Syria: Assad regime and the new prisoner swap offer

Syria: dozens of women released in rare prisoners swap

Assad regime declared its readiness to hold new prisoner swap with the Syrian rebels, a move that has been dismissed by the rebels as it comes amid international accusations of crimes against humanity in the regime’s prisons.

The Assad regime said on Monday it was ready to agree on prisoner swaps with rebel groups, which the opposition wants before any negotiations over Syria’s political future.

Syrian state media cited an official source as saying the government was “always ready” to exchange prisoners in its jails for people “kidnapped by terrorist groups”.

This declaration comes days after the first prisoner swap between the two warring parts since years.

However, a rebel official dismissed the statement as a ruse, saying Damascus had far more detainees than the few the rebels held.

“The regime doesn’t give any offer for free. This declaration comes in a critical time to show the world that it is ready to cooperate after massive evidence about crimes against humanity in its prisons,” an analyst told MEO.

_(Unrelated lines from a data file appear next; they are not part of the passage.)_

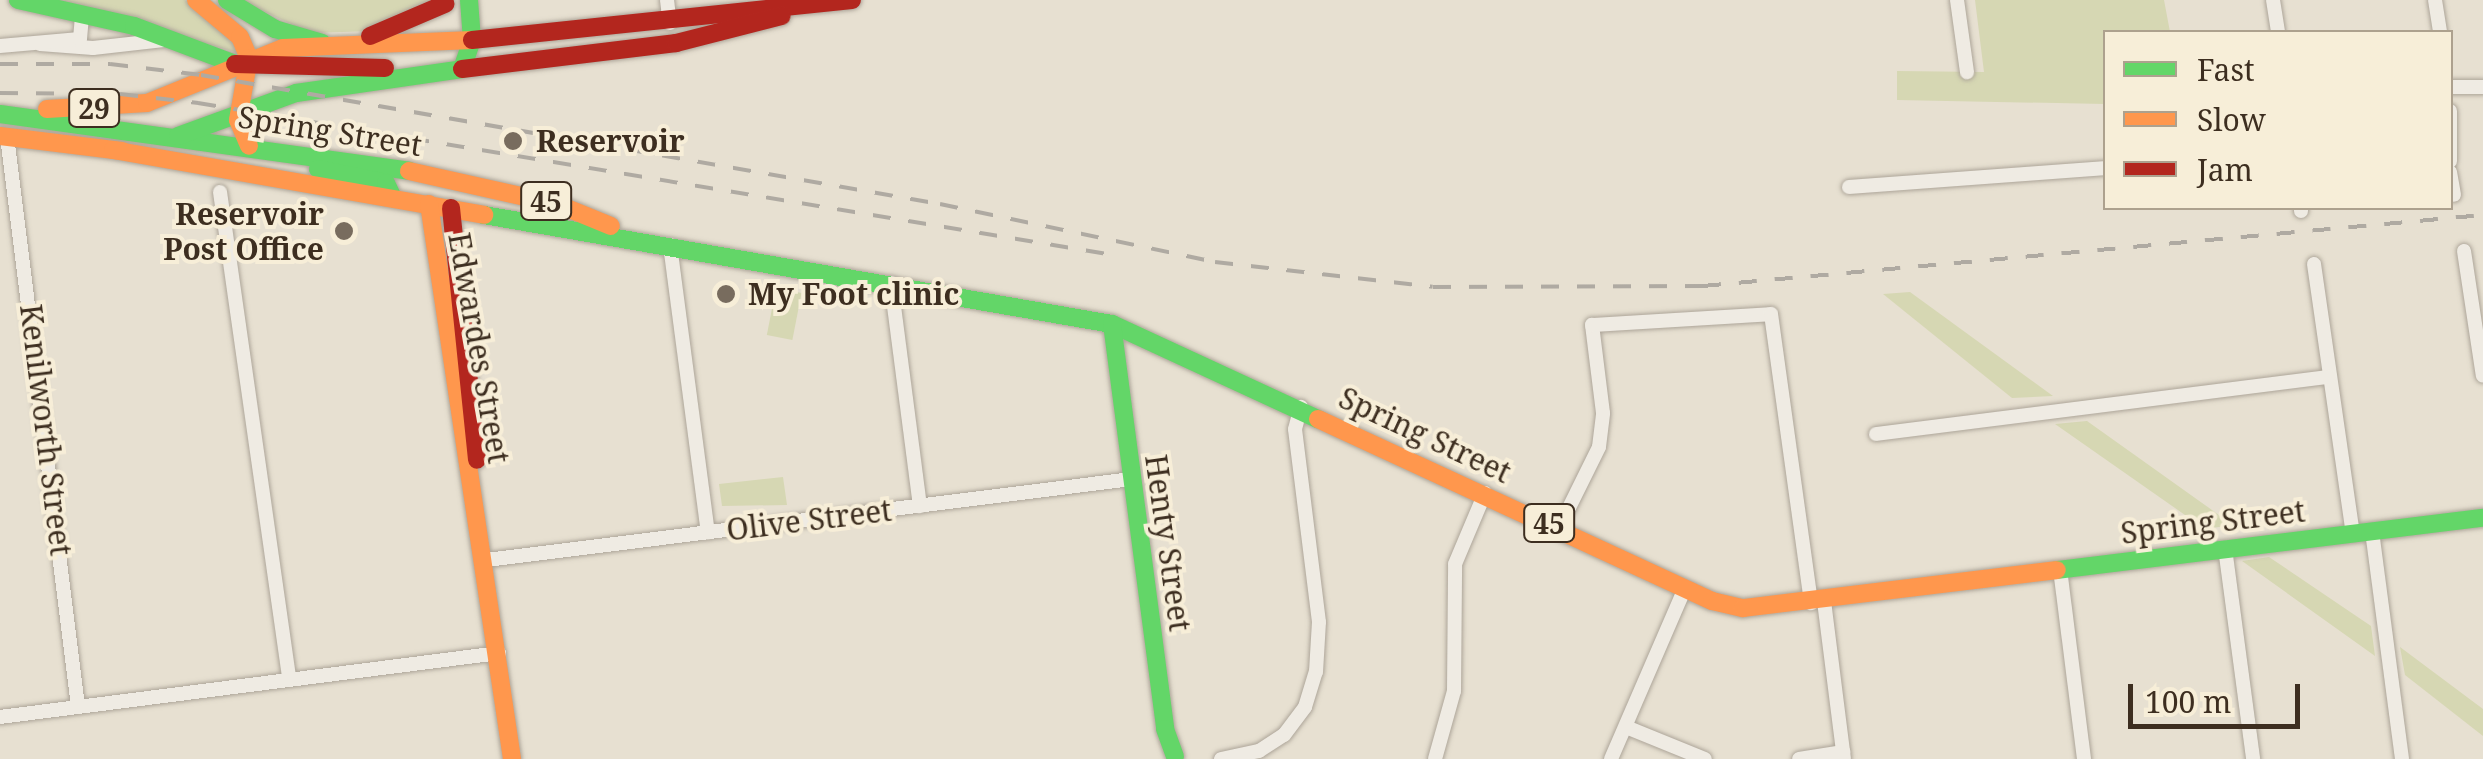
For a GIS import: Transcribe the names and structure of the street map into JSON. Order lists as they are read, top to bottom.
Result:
{
  "streets": {
    "main road": [
      "29",
      "Spring Street",
      "45",
      "Edwardes Street",
      "Henty Street"
    ],
    "street": ["Kenilworth Street", "Olive Street"]
  },
  "crossings": [
    ["29", "Spring Street"],
    ["29", "Kenilworth Street"],
    ["Spring Street", "Edwardes Street"],
    ["Spring Street", "Henty Street"],
    ["Edwardes Street", "Olive Street"],
    ["Olive Street", "Henty Street"]
  ],
  "places": ["Reservoir", "Reservoir Post Office", "My Foot clinic"],
  "legend": ["Fast", "Slow", "Jam"],
  "scale_bar": "100 m"
}
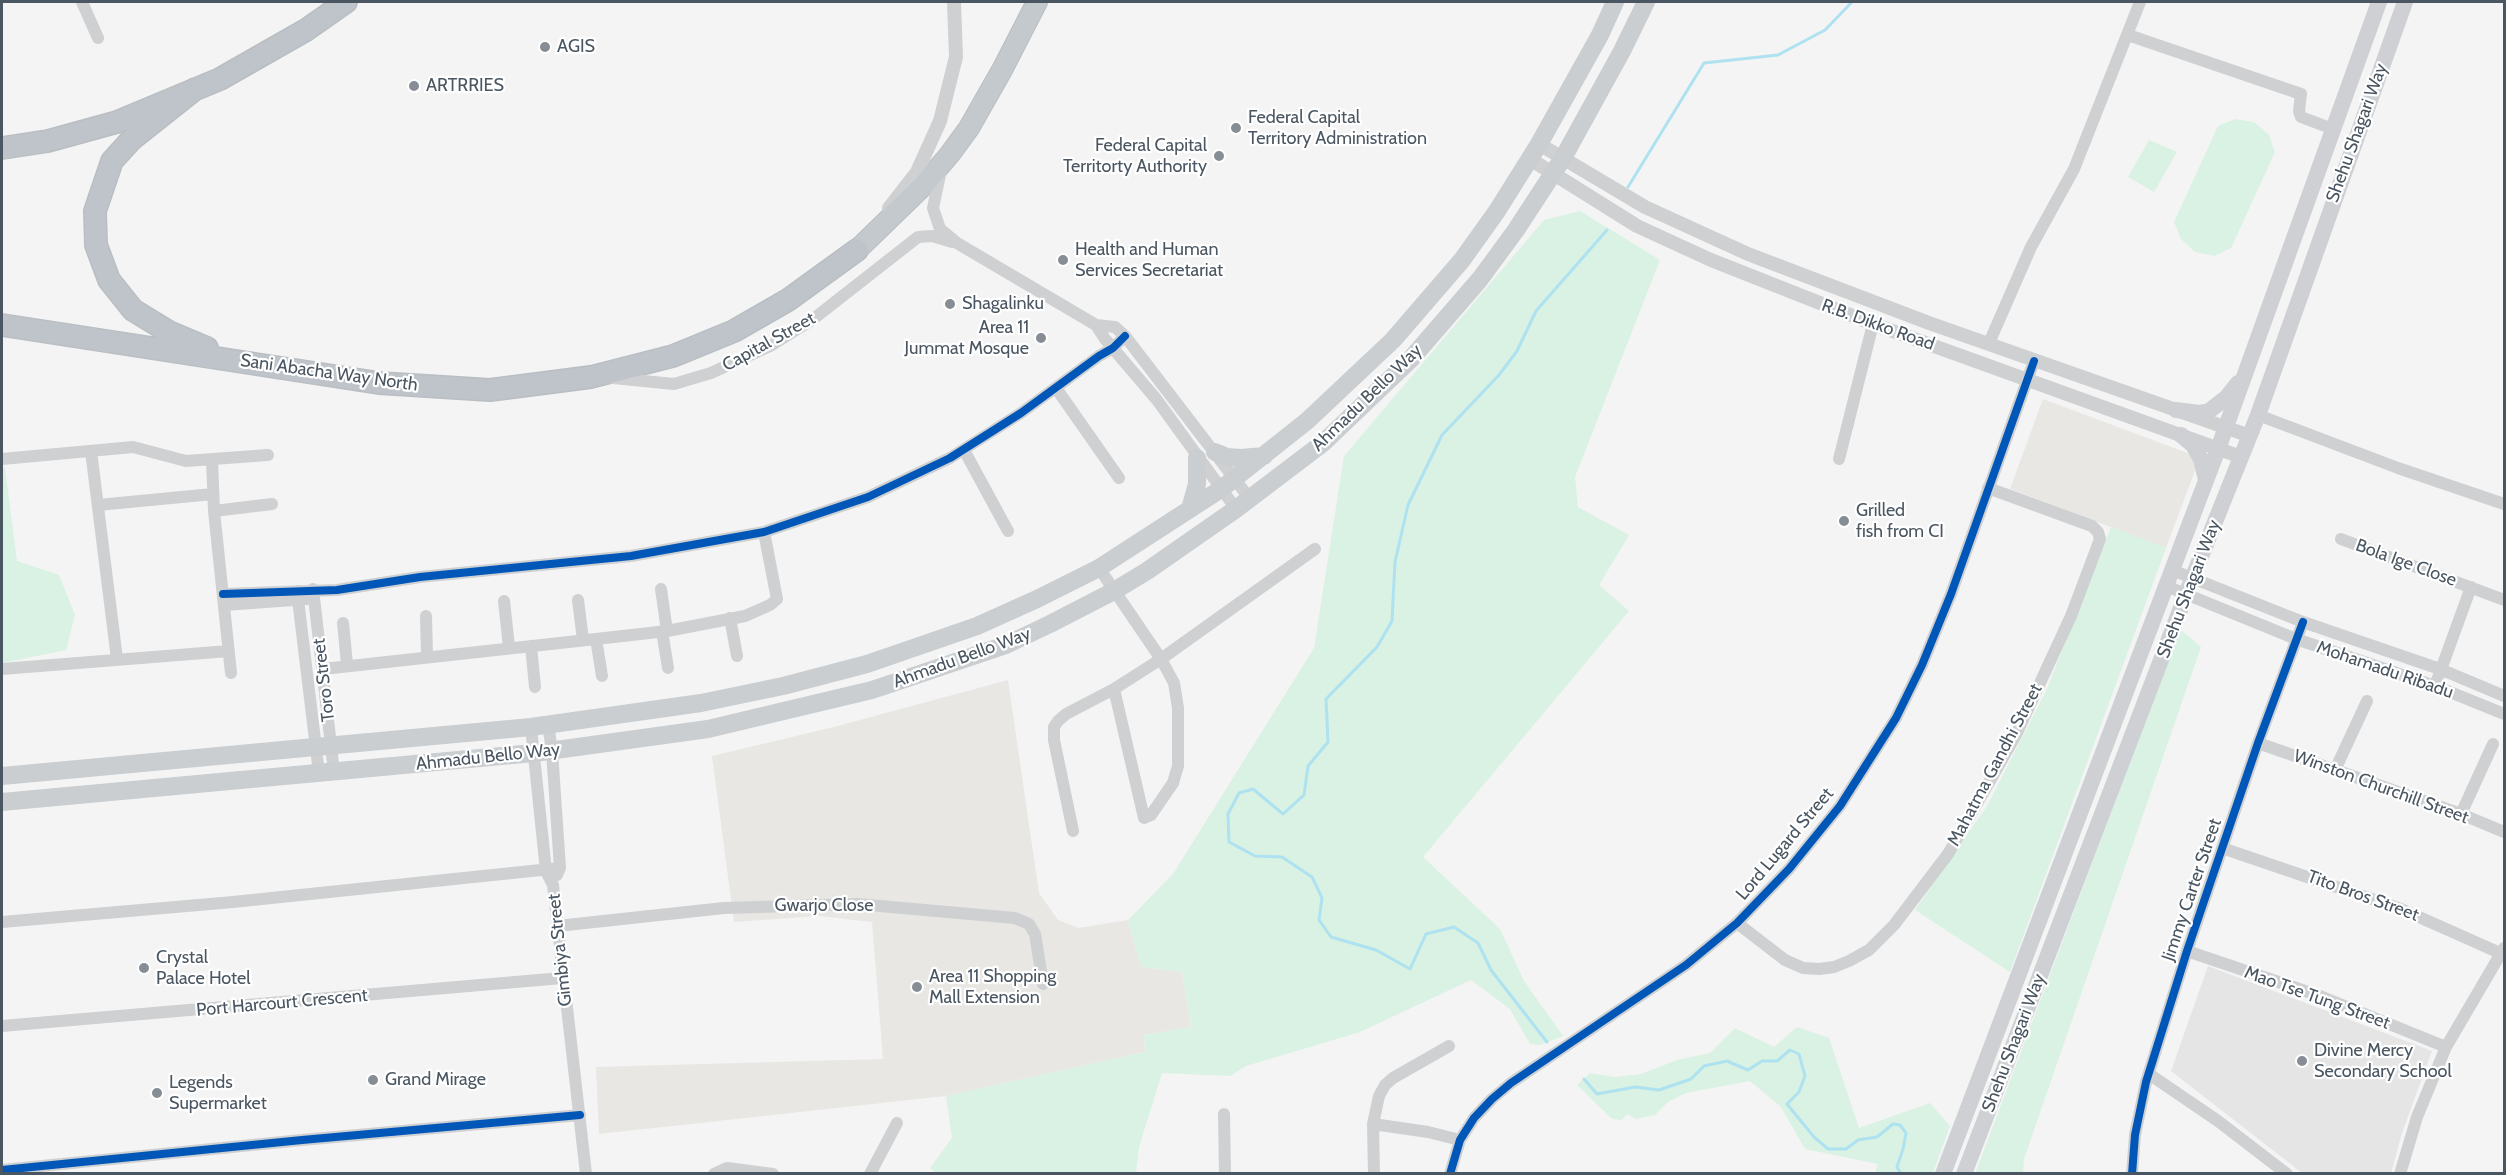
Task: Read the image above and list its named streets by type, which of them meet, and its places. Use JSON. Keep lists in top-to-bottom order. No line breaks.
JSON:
{"streets":{"highway":["Sani Abacha Way North"],"main road":["Shehu Shagari Way","Ahmadu Bello Way"],"street":["R.B. Dikko Road","Capital Street","Bola Ige Close","Mohamadu Ribadu","Toro Street","Mahatma Gandhi Street","Winston Churchill Street","Lord Lugard Street","Jimmy Carter Street","Tito Bros Street","Gwarjo Close","Gimbiya Street","Mao Tse Tung Street","Port Harcourt Crescent"]},"crossings":[["Shehu Shagari Way","R.B. Dikko Road"],["Shehu Shagari Way","Mohamadu Ribadu"],["R.B. Dikko Road","Ahmadu Bello Way"],["R.B. Dikko Road","Lord Lugard Street"],["Capital Street","Sani Abacha Way North"],["Capital Street","Ahmadu Bello Way"],["Ahmadu Bello Way","Toro Street"],["Ahmadu Bello Way","Gimbiya Street"],["Bola Ige Close","Mohamadu Ribadu"],["Mohamadu Ribadu","Jimmy Carter Street"],["Mahatma Gandhi Street","Lord Lugard Street"],["Winston Churchill Street","Jimmy Carter Street"],["Jimmy Carter Street","Tito Bros Street"],["Jimmy Carter Street","Mao Tse Tung Street"],["Gwarjo Close","Gimbiya Street"],["Gimbiya Street","Port Harcourt Crescent"]],"places":["AGIS","ARTRRIES","Federal Capital Territory Administration","Federal Capital Territorty Authority","Health and Human Services Secretariat","Shagalinku","Area 11 Jummat Mosque","Grilled fish from CI","Crystal Palace Hotel","Area 11 Shopping Mall Extension","Divine Mercy Secondary School","Grand Mirage","Legends Supermarket"]}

“The latest prisoner swap was a few days ago and the rebels forced the regime to accept it after they held women from the regime-supporting areas for more than three years,” he added.

“However, this declaration was suspicion and can be considered as a part of the regime’s media games to look like it is willing to accept a political settlement in Geneva,” he concluded.

A rare prisoner swap

The Syrian Observatory for Human Rights said that regime representatives and rebels on February 8. exchanged 112 people, including 24 children, in the rebel-held Qalaat al-Madiq town in rural Hama. Many had been detained for years.

About half the women were released from government prisons and then taken to opposition-held areas, the Observatory said.

In return, the others, along with three unidentified men, were set free by various rebel groups and shuttled to government-controlled areas along the coast.

Most of the hostages released by rebels were from the coastal Latakia province, the heartland of Assad’s minority Alawite sect, and had been held since 2013.

Some of the prisoners set free by the government had been detained since the start of the uprising in 2011.

Among the names of the women detained by the regime is Rasha Sharbaji, a mother of six, along with her children.

Sharbaji was arrested when she went to get a passport, as a way to put pressure on her husband who was active during the 2011 revolution.

She had her twins while she was in Assad’s prison. Her husband died in 2014 when trying to cross into Europe.

In 2016, US Ambassador to the UN, Samantha Power named Sharbaji was one of the 20 women who are political prisoners in the ‘Free the 20’ campaign.

Assad’s dungeons of death

The Syrian crisis began as a peaceful demonstration against the injustice in Syria. Assad regime used to fire power and violence against the civilians and led to armed resistance. 450.000 Syrians lost their lives in the past five years according to UN estimates, and more than 12 million have lost their homes.

ِArrest, torture, enforced disappearance, and executions have been one of Assad regime’s tools to silence anyone suspected to oppose his role and to break the Syrian civilians’ will in gaining freedom.

Tracking the number of people in detention is also difficult. Assad’s “security forces” have converted sports stadiums, abandoned homes, hospitals and schools into jails. Loyalist militias from Iraq, Lebanon and Iran also operate their own secret sites.

However, estimates say that more than 300.000 Syrian are currently held in Assad regime’s prisons, while the Syrian Observatory for Human Rights say that more than 60.000 of them were killed under torture.

What little is known about Assad’s torture machine comes from survivors swapped in prisoner exchanges or released after bribing officials. Relatives of the dead, defectors and hundreds of thousands of regime files smuggled out of the country by activists add to their accounts. Together, they paint a picture of a regime that has tortured and murdered on an industrial scale to silence dissent.

A new report for Amnesty International said that about 13.000 people were hanged secretly and thousands more killed by other ways in Saydnaya prison, one of the most famous brutal detention centers in Syria.

Detainees referred to the prison as “the slaughterhouse”, it said, adding that the hangings had been authorized by officials at the highest level government from 2011.

In August 2013, a military defector code-named Caesar smuggled 53,275 photographs out of Syria. The photos were published depicting rows of emaciated, brutally beaten bodies of detainees — many of them believed to be political protesters — at Assad regime’s military prisons, and show at least 6,786 detainees who died in detention or after being transferred from detention to a military hospital.

Most of the 6,786 victims shown in the Caesar photographs were detained by just five intelligence agency branches in Damascus, and their bodies were sent to at least two military hospitals in Damascus between May 2011, when Caesar began copying files and smuggling them out of his workplace, and August 2013, when he fled Syria.